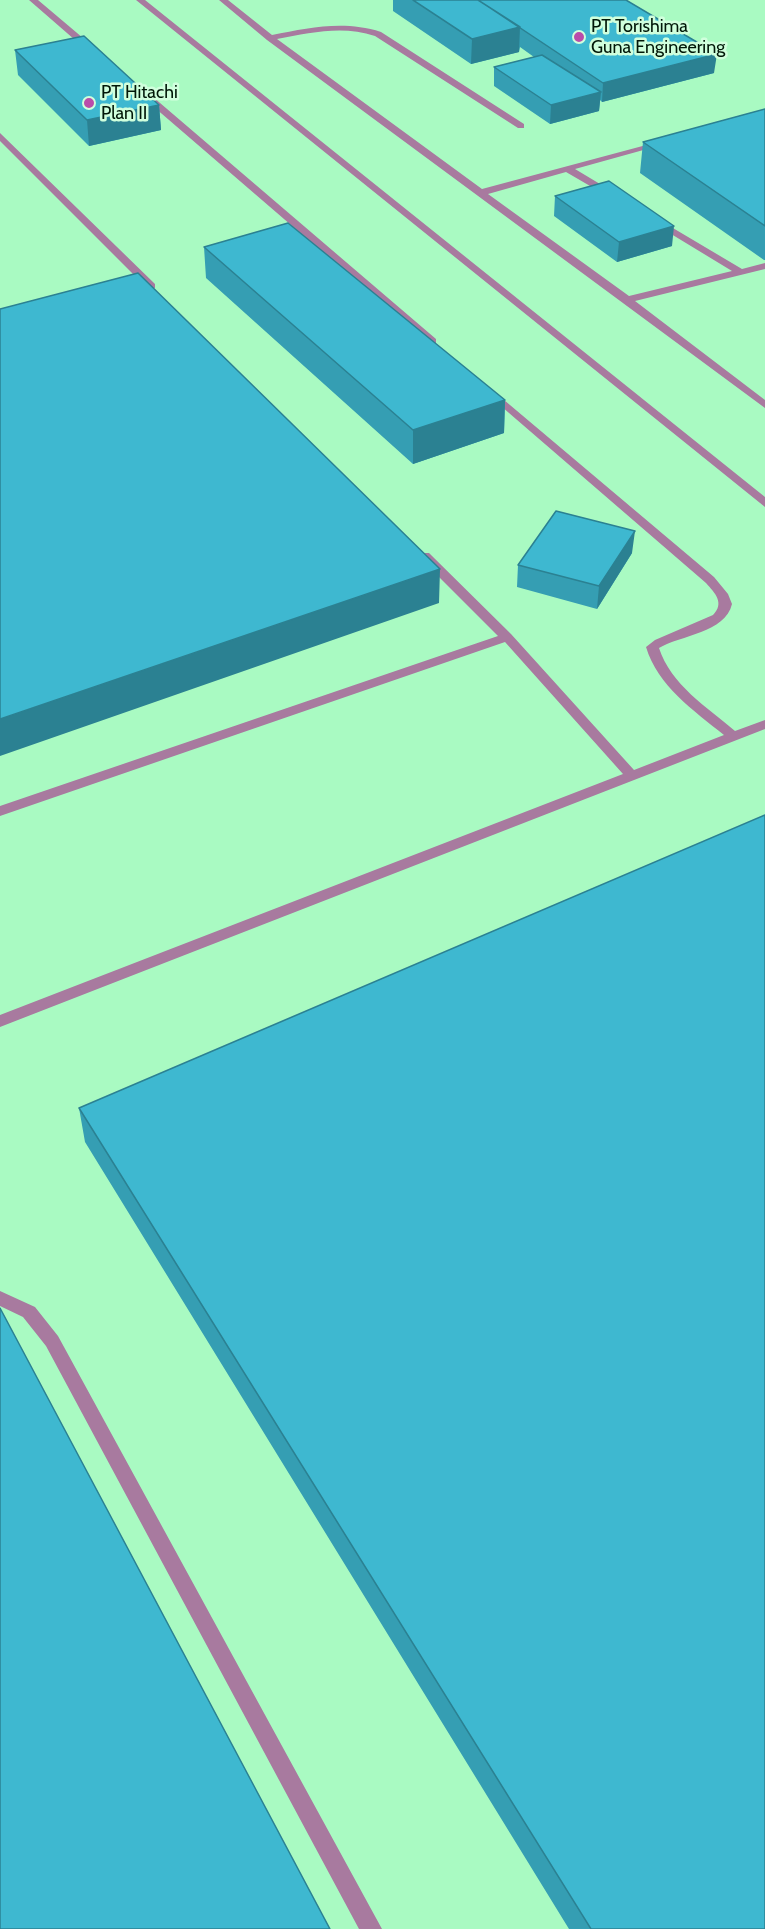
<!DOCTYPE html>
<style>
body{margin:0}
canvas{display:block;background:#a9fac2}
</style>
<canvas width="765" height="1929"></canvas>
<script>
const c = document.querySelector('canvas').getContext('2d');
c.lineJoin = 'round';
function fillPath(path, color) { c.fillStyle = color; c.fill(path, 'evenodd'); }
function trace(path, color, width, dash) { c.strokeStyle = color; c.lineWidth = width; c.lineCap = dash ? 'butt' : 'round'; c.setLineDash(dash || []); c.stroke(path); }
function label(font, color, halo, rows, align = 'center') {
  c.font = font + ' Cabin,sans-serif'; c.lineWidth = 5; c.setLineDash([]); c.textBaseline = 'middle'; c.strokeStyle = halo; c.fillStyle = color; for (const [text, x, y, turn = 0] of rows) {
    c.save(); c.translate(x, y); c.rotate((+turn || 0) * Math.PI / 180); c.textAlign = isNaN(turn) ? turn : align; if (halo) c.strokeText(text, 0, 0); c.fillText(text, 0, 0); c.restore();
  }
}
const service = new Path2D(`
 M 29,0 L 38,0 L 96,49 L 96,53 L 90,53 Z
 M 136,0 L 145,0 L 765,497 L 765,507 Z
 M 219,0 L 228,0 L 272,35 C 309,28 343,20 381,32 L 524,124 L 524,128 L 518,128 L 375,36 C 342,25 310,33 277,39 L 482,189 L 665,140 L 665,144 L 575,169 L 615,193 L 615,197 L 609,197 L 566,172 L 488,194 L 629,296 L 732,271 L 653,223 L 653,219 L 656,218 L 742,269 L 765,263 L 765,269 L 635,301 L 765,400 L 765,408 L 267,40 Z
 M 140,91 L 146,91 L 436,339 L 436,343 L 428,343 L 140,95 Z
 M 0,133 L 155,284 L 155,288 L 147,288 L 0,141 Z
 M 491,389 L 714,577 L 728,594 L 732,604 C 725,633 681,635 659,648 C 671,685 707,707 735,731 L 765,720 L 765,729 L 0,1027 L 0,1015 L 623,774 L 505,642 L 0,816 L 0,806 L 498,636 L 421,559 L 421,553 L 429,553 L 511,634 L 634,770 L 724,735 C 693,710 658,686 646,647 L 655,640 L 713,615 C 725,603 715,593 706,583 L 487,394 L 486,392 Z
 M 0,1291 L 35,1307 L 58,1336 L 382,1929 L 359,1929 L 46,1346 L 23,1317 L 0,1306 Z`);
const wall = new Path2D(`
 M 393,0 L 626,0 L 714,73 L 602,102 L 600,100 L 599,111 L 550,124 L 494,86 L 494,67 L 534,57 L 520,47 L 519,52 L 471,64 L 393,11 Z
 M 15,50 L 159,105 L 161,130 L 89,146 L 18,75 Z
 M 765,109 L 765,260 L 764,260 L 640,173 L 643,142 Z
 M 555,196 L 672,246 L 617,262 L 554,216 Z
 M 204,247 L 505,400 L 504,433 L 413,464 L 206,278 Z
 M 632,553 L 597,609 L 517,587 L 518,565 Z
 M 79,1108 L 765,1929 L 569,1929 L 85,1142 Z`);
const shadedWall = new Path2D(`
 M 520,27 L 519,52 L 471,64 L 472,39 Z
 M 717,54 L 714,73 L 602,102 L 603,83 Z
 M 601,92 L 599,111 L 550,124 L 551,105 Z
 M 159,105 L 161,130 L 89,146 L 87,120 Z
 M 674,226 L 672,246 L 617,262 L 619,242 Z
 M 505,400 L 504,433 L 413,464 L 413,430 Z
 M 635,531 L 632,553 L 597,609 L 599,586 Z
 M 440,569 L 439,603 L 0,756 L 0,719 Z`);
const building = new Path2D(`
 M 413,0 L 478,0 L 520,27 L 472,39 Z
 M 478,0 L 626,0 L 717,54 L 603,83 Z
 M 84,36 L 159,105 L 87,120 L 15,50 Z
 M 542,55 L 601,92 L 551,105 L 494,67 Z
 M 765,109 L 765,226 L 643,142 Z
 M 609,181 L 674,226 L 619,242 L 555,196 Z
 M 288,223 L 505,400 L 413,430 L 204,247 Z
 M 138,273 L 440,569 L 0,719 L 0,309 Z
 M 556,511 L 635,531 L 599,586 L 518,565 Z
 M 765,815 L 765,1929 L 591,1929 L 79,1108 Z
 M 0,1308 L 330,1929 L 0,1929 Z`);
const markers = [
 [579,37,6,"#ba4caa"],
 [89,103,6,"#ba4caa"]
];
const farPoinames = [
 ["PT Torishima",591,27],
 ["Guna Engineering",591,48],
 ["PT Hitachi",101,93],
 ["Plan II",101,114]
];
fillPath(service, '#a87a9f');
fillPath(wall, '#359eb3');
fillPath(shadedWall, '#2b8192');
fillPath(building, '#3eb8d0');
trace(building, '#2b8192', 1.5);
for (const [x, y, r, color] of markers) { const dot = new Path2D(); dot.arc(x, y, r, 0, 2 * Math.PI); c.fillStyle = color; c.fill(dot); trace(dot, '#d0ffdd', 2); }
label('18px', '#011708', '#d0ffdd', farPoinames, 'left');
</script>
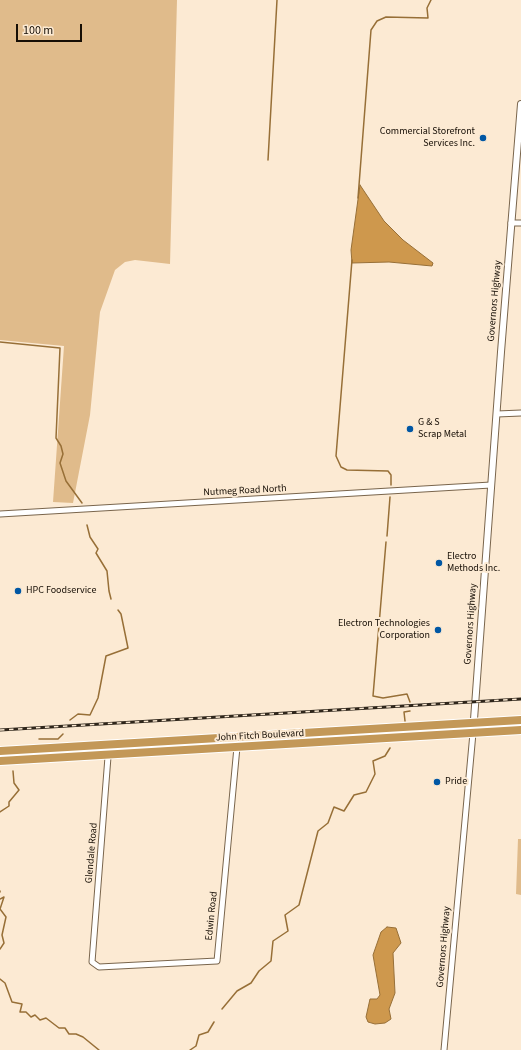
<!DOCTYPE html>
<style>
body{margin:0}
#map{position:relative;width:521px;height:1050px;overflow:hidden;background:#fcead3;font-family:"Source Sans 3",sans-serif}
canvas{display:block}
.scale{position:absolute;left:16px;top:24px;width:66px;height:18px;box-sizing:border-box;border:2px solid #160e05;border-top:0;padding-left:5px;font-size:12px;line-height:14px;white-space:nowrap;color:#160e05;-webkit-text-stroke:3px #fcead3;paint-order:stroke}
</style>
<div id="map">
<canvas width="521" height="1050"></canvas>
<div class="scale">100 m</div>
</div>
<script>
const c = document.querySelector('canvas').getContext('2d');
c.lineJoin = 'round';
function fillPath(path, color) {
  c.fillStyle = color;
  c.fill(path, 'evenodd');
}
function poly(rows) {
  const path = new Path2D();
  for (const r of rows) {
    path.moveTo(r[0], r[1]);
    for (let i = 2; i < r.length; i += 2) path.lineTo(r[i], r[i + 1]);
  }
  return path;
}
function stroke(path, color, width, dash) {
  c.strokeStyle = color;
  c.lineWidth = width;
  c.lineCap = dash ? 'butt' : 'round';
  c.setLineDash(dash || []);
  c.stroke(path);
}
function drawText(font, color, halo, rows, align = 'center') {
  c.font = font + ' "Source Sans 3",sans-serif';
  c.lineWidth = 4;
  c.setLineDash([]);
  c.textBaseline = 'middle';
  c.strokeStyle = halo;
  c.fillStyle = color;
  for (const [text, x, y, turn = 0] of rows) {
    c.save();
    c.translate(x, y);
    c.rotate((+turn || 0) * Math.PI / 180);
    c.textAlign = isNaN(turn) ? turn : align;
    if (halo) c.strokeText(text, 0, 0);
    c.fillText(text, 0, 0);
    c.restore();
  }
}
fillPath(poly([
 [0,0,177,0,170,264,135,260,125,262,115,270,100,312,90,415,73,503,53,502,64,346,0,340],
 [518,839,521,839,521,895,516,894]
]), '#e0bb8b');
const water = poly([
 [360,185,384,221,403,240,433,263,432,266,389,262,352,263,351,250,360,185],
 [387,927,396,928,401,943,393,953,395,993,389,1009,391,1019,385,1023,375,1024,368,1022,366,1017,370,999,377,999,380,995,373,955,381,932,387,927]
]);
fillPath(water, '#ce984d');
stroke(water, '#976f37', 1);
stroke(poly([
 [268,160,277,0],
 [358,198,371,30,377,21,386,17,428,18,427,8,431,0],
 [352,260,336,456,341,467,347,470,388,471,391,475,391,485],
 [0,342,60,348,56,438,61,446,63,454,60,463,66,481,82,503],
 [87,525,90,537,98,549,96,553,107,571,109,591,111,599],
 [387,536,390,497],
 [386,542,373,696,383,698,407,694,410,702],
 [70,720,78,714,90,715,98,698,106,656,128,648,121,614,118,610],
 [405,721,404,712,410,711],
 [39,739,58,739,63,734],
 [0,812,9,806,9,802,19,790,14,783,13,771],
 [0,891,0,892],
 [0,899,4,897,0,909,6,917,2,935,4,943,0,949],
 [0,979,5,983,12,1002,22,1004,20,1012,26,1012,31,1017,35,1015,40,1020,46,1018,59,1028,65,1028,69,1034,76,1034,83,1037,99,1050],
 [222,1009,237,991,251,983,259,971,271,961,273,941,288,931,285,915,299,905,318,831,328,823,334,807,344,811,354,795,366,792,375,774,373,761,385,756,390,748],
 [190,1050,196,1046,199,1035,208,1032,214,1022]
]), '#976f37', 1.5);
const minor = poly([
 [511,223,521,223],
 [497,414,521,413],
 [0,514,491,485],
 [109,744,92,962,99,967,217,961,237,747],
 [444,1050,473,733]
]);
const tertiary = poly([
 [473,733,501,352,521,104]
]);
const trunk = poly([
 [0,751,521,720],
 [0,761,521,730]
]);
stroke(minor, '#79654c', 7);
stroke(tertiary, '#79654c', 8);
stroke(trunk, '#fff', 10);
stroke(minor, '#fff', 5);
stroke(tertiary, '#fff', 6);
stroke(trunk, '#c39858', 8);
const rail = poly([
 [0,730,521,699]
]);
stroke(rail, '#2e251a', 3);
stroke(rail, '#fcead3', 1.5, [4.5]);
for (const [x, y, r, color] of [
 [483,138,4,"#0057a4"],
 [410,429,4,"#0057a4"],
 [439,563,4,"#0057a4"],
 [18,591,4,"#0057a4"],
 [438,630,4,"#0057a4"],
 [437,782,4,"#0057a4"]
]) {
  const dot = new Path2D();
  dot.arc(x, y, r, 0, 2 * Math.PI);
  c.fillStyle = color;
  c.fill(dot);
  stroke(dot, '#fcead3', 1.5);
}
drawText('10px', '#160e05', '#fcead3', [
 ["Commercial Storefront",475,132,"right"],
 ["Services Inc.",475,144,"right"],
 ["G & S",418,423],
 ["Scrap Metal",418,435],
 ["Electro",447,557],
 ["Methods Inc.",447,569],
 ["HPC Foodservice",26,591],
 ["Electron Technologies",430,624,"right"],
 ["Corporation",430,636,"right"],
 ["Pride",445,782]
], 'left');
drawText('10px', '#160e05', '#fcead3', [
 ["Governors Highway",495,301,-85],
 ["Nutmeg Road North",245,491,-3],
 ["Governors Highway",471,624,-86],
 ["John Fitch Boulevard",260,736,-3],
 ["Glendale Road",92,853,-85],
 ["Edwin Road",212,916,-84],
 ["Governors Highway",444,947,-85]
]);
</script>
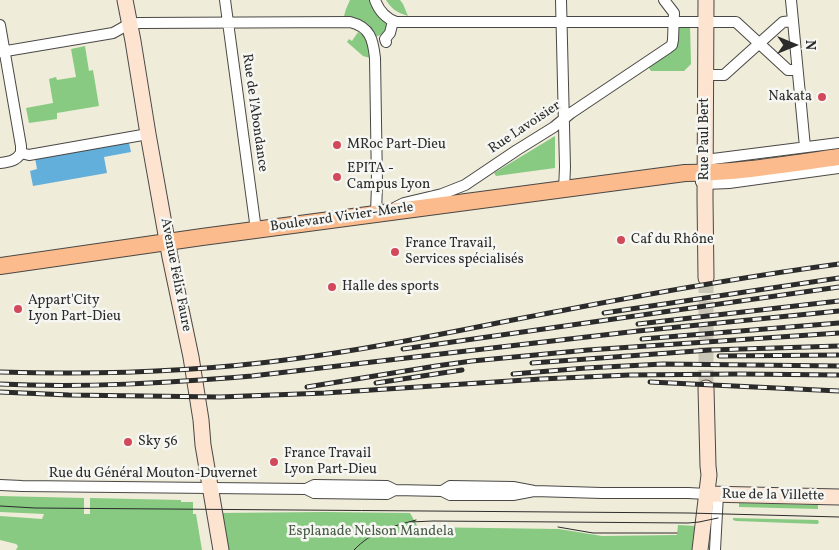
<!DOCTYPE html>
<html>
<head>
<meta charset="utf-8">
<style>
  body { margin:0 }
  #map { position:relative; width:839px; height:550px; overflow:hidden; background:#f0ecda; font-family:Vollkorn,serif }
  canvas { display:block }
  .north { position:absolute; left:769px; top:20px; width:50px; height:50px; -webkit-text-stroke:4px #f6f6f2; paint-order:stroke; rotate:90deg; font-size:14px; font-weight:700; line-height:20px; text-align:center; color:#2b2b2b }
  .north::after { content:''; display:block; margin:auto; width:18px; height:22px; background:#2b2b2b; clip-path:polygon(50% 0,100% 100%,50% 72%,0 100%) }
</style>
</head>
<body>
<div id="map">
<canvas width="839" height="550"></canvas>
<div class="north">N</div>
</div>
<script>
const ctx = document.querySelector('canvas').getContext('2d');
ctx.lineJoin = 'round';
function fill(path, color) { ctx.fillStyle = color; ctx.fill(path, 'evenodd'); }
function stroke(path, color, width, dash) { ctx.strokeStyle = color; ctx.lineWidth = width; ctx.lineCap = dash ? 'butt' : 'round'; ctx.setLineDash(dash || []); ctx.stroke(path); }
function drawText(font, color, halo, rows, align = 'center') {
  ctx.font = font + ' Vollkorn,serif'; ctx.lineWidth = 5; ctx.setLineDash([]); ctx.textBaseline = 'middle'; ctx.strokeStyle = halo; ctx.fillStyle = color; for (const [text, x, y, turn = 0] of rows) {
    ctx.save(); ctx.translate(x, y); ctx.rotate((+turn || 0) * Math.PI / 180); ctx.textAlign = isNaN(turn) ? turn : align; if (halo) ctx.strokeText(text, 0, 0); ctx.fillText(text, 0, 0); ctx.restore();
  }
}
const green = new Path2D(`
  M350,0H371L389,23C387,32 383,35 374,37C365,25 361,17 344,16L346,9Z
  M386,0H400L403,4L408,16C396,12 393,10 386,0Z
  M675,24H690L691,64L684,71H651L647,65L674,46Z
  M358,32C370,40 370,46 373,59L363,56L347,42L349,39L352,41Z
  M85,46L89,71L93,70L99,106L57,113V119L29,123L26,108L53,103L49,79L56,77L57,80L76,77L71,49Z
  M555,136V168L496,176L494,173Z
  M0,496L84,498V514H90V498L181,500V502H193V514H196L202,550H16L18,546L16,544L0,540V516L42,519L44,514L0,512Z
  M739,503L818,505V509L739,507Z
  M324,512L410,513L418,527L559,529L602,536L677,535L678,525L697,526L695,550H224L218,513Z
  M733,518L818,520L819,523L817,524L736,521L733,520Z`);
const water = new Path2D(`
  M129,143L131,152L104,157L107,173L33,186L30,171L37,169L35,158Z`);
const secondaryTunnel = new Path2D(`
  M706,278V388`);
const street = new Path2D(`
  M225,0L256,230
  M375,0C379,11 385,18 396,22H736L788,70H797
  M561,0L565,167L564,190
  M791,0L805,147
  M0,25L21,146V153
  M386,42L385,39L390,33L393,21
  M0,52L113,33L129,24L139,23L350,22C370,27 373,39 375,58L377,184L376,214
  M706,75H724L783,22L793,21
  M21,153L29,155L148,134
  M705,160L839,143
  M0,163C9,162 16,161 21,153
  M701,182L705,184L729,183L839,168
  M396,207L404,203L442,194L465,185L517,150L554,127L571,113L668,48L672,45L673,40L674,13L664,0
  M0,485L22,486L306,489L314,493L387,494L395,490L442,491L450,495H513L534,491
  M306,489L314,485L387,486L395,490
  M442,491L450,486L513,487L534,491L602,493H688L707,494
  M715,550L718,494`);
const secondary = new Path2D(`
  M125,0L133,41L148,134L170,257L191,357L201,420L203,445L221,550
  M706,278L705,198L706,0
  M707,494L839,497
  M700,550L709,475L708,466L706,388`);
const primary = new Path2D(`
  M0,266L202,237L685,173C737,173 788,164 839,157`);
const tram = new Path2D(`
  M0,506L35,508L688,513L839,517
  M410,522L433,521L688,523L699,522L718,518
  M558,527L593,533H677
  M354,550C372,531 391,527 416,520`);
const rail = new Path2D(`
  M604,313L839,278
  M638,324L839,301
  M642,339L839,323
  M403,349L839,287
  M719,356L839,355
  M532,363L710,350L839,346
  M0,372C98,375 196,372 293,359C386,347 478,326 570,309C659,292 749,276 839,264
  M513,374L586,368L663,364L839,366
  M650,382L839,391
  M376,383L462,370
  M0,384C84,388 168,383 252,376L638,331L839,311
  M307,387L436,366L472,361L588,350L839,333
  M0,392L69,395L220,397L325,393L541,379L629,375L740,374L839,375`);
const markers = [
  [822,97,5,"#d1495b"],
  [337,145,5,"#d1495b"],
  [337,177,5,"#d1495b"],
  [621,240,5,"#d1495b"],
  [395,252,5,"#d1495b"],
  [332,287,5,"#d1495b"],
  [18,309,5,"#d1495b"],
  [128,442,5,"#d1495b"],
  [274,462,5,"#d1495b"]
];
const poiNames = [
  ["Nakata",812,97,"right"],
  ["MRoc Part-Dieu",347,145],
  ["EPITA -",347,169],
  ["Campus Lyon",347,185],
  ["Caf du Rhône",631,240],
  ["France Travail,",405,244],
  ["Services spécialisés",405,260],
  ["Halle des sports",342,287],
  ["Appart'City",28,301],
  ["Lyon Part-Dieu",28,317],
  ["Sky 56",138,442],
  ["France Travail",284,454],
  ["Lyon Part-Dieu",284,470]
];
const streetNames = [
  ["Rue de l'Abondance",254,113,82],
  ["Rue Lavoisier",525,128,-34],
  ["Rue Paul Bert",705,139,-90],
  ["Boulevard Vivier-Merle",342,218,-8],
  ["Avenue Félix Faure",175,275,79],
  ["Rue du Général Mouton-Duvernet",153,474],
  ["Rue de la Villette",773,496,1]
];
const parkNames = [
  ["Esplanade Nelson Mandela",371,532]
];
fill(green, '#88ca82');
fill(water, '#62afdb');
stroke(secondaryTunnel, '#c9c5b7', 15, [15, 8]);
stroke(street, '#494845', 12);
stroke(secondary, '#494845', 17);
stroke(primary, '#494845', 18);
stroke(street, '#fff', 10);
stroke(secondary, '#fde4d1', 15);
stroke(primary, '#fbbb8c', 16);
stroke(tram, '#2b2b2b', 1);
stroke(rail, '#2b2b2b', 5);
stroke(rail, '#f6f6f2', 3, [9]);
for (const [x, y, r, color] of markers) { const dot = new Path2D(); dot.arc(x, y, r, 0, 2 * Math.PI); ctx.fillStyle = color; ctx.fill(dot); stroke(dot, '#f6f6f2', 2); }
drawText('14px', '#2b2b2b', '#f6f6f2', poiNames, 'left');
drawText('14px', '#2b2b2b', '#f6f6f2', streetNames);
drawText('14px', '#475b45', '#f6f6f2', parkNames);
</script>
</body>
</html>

- **DESCRIPTION OF THE TASK**
Reproduce only the lines from the beginning of the data through the line that contains "color; c.fill(path, 'evenodd');", both included, and please drop the pictures.

- **ANSWER SPACE**
<!DOCTYPE html>
<style>
body{margin:0}
canvas{display:block;background:#a9fac2}
</style>
<canvas width="765" height="1929"></canvas>
<script>
const c = document.querySelector('canvas').getContext('2d');
c.lineJoin = 'round';
function fillPath(path, color) { c.fillStyle = color; c.fill(path, 'evenodd'); }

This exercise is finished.